Why?  It's simple.  At this point, the repetitive nostalgia for that team strikes me as small time.  It's for a franchise that doesn't have much to celebrate.  Yeah, between 1994 and 2006, I understood it.  The Phillies generally sucked, and we had the World Series winners of 1980 to celebrate (which kind of includes the World Series losers of 1983 because of the overlap) and the World Series losers of 1993.  That's it for recent memory.  It made sense to celebrate that team, even though, as we all know, it ultimately lost.

Now, though?  The franchise needs to understand that the 1993 team takes a big back seat to what's going on now.  This current team is a dynasty in the making.  We all know its track record - it actually won the World Series in 2008; it went back in 2009; barring catastrophe, it's probably going to win the NL East 5 years in a row; and the accolades will just grow.  Celebrating a team that lost the World Series (and did nothing else any other year) seems incredibly irrelevant now that we are in the midst of the greatest Phillies era ever.

And there are more reasons.  I'm sick of these guys, especially in light of the current crop.  For 18 years now, I've been beaten over the head with the personalities of the 1993 team.  Frankly, I'm sick of them at this point.  Mitch Williams and John Kruk are deadening on TV.  Darren Daulton is an absurdity.  Curt Schilling is someone I only care about on the mound and scares me a bit off.  Dave Hollins was always a nut job.  Larry Andersen's musings on the radio without invoking the 1993 team are more than enough L.A. for me.  Only Jim Eisenreich interests me anymore, but that has nothing to do with baseball and everything to do with his general life story.

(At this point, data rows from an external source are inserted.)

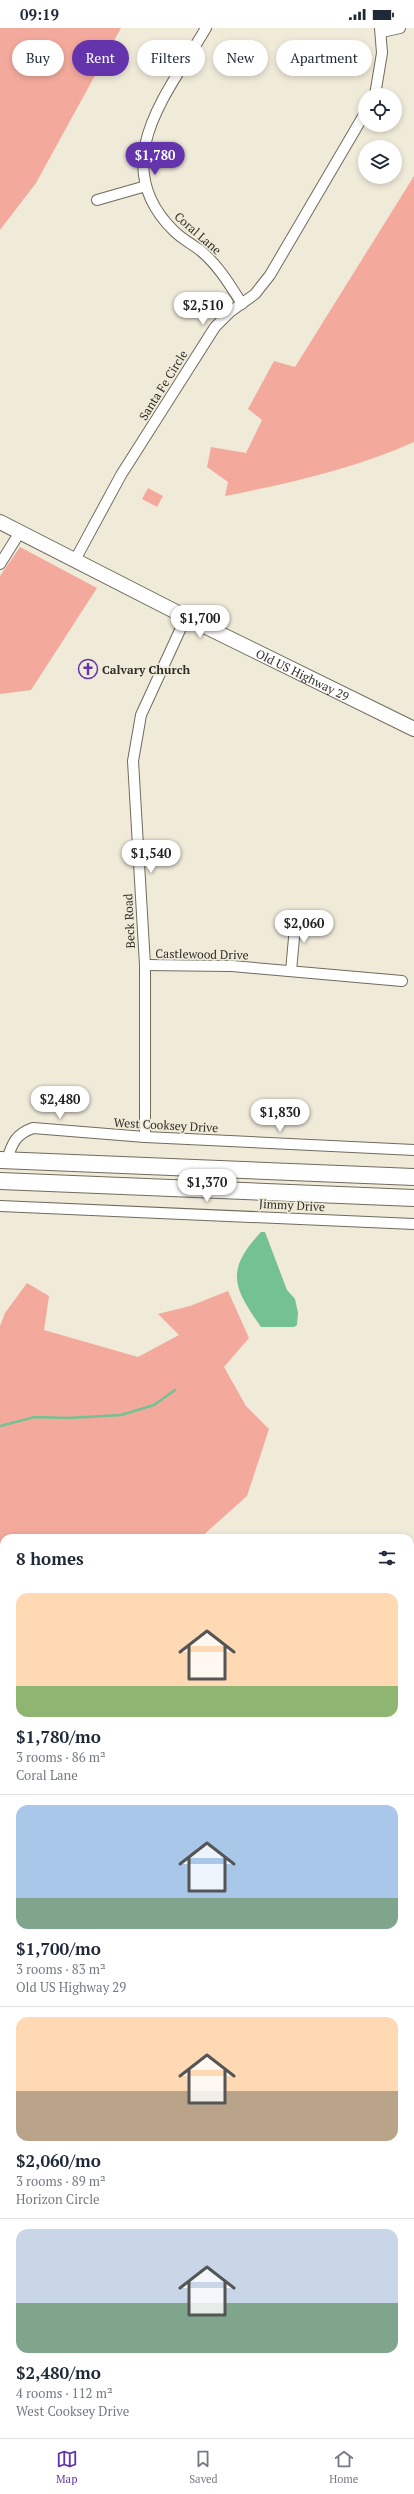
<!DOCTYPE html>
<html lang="en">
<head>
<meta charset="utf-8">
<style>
	body { margin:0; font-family:"PT Serif",serif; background:#f2f2f3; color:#1f2937; height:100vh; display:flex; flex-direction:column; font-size:15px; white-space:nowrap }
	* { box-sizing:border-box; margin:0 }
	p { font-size:13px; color:#747a83 }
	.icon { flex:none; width:22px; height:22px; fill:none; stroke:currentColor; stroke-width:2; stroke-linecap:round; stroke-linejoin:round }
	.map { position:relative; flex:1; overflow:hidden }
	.side { position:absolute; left:0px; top:1506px; width:414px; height:904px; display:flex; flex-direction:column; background:#fff; border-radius:12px 12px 0 0; box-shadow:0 2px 6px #0003 }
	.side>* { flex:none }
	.banner { position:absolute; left:12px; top:12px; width:390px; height:36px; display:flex; gap:8px }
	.tools { position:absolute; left:358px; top:60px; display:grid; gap:8px }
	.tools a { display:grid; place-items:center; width:44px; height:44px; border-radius:50%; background:#fff; box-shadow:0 2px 6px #0003; font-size:20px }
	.price { position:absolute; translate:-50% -34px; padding:0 9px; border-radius:14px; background:#fff; color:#222; font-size:13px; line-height:26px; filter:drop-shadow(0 1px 2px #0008) }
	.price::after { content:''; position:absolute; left:50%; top:24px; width:12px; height:9px; margin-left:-6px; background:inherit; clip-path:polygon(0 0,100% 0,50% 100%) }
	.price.selected { background:#6334ab; color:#fff }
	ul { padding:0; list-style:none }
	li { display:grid; align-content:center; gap:8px; height:212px; padding:0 16px }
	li+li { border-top:1px solid #e0e1e3 }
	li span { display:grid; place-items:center; height:124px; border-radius:12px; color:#555 }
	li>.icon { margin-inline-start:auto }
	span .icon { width:72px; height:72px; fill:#fffc; stroke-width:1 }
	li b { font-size:17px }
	h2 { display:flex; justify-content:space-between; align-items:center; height:48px; padding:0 16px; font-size:17px }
	.tag { padding:0 14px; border-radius:18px; background:#fff; box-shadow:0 2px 6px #0003; font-size:14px; line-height:36px }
	.tag.selected { background:#6334ab; color:#fff }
	.status { display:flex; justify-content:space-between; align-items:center; height:28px; padding:0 20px; background:#fff; direction:ltr }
	.status svg { height:11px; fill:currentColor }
	.dock { display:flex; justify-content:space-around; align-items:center; height:56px; border-top:1px solid #e0e1e3; background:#fff; font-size:11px; color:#747a83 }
	.dock a { display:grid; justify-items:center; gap:2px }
	.dock .selected { color:#6334ab }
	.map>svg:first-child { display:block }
	.green { fill:#f3aa9d }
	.water { fill:#74c292 }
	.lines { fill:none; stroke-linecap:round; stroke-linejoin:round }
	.stream { stroke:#74c292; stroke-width:2.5 }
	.minor-casing { stroke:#706b5c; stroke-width:12 }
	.tertiary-casing { stroke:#706b5c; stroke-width:14 }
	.secondary-casing { stroke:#706b5c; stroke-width:16 }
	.trunk-casing { stroke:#706b5c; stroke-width:18 }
	.minor { stroke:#fff; stroke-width:10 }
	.tertiary { stroke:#fff; stroke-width:12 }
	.secondary { stroke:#fff; stroke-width:14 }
	.trunk { stroke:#fff; stroke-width:16 }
	.labels { text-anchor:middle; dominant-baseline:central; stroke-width:3.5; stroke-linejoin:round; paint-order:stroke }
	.street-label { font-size:12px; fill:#2f2d27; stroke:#f0ead9 }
	.poi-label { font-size:12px; font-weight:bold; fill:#2f2d27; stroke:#f0ead9; text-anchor:start }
</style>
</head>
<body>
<div class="status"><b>09:19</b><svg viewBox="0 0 49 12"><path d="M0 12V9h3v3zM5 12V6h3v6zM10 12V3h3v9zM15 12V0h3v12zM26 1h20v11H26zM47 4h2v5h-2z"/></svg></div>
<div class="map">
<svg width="414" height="2410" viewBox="0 0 414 2410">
	<rect width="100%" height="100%" fill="#f0ead9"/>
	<g class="green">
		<polygon points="0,0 121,0 36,155 0,202"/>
		<path d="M414,148V414C354,441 290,455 225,468L228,454L207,439L211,419L246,425L262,392L248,381L274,333L295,339Z"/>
		<polygon points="148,460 163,468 157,479 142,471"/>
		<polygon points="20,519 97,560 31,662 0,666 0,548"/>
		<polygon points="27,1255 49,1268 44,1302 138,1329 179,1307 158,1286 190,1278 228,1263 249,1310 224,1339 246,1378 269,1401 247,1468 200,1510 4,1510 4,1665 0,1663 0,1298 5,1285"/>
		<polygon points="4,1746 4,1929 0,1932 0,1747"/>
		<polygon points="414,1917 414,2171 410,2162 410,1937"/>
		<polygon points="4,2111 4,2143 0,2142 0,2113"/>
	</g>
	<path class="water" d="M261,1204H265L287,1262L295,1271L298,1285L297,1297L294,1299H261C233,1259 225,1243 261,1204Z"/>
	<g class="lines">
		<g class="stream">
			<polyline points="0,1398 35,1389 68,1390 121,1387 154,1377 175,1362"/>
			<polyline points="410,1963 414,1955"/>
			<polyline points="410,2148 414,2166"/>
		</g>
		<g class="minor-casing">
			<g id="minor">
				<path d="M206,0C168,65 105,135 174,203C182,211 192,216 201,223C218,237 230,257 242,276"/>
				<polyline points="382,4 400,0"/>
				<polyline points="375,67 382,25 380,0"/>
				<polyline points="97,172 146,158"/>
				<polyline points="75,532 121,447 215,299 230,284 255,266 270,247 365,85"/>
				<polyline points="0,536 20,504"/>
				<polyline points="145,937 232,938 402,953"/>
				<polyline points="291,943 296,888"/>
				<polyline points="145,1109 145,937 133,733 141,687 186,589"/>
				<path d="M7,1132C12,1115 16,1106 33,1100L145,1109L414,1122"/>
				<polyline points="0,1178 414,1196"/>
				<polyline points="410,1536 414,1533"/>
				<polyline points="410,2377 414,2378"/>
			</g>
		</g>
		<g class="tertiary-casing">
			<g id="tertiary">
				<polyline points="410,1872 414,1854"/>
				<polyline points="410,2193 414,2203"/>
			</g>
		</g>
		<g class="secondary-casing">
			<g id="secondary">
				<path id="s1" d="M0,494L186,589L414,701"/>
			</g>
		</g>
		<g class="trunk-casing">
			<g id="trunk">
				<polyline points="0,1132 414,1149"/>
				<polyline points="0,1153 414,1170"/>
			</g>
		</g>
		<use href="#minor" class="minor"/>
		<use href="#tertiary" class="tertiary"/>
		<use href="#secondary" class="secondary"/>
		<use href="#trunk" class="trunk"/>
	</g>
	<defs>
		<g id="church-ring" transform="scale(1)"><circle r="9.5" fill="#f0ead9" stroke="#6334ab" stroke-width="1.5"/><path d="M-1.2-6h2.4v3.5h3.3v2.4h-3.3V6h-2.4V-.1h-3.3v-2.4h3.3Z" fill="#6334ab"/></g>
	</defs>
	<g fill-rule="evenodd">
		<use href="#church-ring" x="88" y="641"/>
	</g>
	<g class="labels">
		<g class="street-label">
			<text transform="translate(198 205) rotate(41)">Coral Lane</text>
			<text transform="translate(163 357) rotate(-58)">Santa Fe Circle</text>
			<text stroke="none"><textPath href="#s1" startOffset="339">Old US Highway 29</textPath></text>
			<text transform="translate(129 893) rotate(-93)">Beck Road</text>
			<text transform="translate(202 926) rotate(1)">Castlewood Drive</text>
			<text transform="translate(166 1097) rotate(3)">West Cooksey Drive</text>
			<text transform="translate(292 1177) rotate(3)">Jimmy Drive</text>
		</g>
		<g class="poi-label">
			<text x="102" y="641">Calvary Church</text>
		</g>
	</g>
</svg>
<div class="tools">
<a><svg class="icon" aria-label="locate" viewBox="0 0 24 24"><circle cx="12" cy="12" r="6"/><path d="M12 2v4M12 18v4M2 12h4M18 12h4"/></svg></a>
<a><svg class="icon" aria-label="layers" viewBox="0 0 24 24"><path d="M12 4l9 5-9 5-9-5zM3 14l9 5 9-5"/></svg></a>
</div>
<b class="price selected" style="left:155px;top:148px">$1,780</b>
<b class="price" style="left:203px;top:298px">$2,510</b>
<b class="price" style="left:200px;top:611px">$1,700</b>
<b class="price" style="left:151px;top:846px">$1,540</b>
<b class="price" style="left:304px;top:916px">$2,060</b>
<b class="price" style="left:60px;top:1092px">$2,480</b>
<b class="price" style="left:280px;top:1105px">$1,830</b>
<b class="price" style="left:207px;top:1175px">$1,370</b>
<div class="banner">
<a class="tag">Buy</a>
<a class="tag selected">Rent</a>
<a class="tag">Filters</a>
<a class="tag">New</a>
<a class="tag">Apartment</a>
</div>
<section class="side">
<h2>8 homes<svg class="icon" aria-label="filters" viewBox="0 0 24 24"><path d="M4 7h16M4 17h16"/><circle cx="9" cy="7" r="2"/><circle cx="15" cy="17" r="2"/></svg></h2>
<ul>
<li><span style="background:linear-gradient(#ffd9b3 75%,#8fb573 0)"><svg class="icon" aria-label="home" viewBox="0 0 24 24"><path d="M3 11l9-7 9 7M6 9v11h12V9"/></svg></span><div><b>$1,780/mo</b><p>3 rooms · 86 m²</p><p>Coral Lane</p></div></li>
<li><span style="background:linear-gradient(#a9c7e8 75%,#7fa58c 0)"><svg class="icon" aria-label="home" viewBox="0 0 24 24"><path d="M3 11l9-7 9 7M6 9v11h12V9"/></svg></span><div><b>$1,700/mo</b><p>3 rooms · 83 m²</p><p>Old US Highway 29</p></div></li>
<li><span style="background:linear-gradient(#ffd9b3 60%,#b9a48a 0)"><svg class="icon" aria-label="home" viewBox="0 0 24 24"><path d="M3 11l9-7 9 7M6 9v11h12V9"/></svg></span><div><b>$2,060/mo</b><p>3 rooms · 89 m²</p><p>Horizon Circle</p></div></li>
<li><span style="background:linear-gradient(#c9d6e8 60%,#7fa58c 0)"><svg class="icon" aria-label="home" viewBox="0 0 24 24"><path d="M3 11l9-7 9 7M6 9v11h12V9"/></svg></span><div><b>$2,480/mo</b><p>4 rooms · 112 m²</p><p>West Cooksey Drive</p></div></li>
</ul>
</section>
</div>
<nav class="dock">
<a class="selected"><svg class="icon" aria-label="map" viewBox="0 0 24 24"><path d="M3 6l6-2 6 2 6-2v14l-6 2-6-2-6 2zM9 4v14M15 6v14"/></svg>Map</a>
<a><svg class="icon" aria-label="saved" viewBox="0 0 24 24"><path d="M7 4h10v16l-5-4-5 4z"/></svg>Saved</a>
<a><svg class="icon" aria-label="home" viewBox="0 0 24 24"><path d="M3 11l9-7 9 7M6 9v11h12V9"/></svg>Home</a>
</nav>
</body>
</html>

I just like the players on the current team better.  And even if I didn't, I care more about them because they are the team that I'm one day going to be telling my grandchildren about.  The 1993 team?  Well, I'm sure it'll come up when I tell them about why I have a huge scar on my abdomen and the Joe Carter thing will probably arise in conversation some day because they'll want to know why I'm cursing their TiVo for capturing Game 6 on the Baseball History channel, but probably not much beyond that.

Finally, there's one other thing that just grows increasingly disturbing about the 1993 team.  It smacks of an era when the Phillies weren't yet over their race issues.  I know there are people who are going to get upset about me bringing this up because the mere mention of race and injustice is absurd to some people in 2011, but how can you not notice this when you look at the 1993 team and then look at the 2011 team?  The Phillies have definitely gotten over their race issues of the past, but it hasn't been so long for them.  The 1993 team is a stark reminder of that.

Maybe I'm alone here.  In fact, I'm completely fine if I am.  I wish those guys on the 1993 team all the best in their personal lives, but I hope their professional lives never cross my path again.  Or, at least, in a completely diminished capacity in the future.